[About this task]
The response must contain every line below in which "Keep" appears.

[The records]

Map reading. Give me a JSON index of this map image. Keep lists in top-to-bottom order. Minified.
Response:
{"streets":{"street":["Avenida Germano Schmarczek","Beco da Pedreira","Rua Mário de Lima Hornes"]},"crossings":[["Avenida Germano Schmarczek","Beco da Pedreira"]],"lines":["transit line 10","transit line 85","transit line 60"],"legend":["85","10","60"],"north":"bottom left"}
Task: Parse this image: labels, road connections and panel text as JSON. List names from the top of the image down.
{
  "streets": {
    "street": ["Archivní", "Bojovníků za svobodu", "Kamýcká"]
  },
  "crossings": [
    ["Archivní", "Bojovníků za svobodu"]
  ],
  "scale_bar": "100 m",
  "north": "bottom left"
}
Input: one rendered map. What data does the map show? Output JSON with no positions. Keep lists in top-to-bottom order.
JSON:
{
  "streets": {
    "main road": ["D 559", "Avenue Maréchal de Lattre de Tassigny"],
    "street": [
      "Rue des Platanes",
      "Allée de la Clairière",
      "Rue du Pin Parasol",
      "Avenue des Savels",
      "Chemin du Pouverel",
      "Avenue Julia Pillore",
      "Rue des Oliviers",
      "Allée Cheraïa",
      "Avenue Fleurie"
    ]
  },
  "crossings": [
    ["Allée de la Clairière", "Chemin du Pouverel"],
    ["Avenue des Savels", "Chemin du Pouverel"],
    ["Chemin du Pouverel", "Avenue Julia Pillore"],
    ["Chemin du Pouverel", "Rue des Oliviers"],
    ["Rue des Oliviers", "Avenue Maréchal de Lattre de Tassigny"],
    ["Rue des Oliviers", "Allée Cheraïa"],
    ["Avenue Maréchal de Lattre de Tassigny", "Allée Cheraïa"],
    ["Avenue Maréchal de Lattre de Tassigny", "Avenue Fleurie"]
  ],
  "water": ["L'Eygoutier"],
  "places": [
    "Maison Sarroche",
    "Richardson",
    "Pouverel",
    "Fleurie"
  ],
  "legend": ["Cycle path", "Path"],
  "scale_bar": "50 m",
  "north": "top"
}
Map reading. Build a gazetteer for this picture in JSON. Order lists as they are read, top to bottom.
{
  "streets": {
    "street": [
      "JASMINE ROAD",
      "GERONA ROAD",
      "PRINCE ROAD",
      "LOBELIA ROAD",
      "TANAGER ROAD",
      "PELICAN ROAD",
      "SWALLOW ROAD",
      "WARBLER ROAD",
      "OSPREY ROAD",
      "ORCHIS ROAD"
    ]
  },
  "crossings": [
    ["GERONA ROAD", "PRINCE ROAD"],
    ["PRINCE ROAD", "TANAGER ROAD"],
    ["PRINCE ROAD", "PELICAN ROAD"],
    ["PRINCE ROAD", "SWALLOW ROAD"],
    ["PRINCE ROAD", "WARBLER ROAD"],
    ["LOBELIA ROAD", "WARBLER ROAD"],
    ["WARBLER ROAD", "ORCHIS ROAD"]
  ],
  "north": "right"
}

[Answer for this exercise]
Map reading. Give me a JSON index of this map image. Keep lists in top-to-bottom order. Minified.
Input: one rendered map. What data does the map show? Output JSON with no positions. Keep lists in top-to-bottom order.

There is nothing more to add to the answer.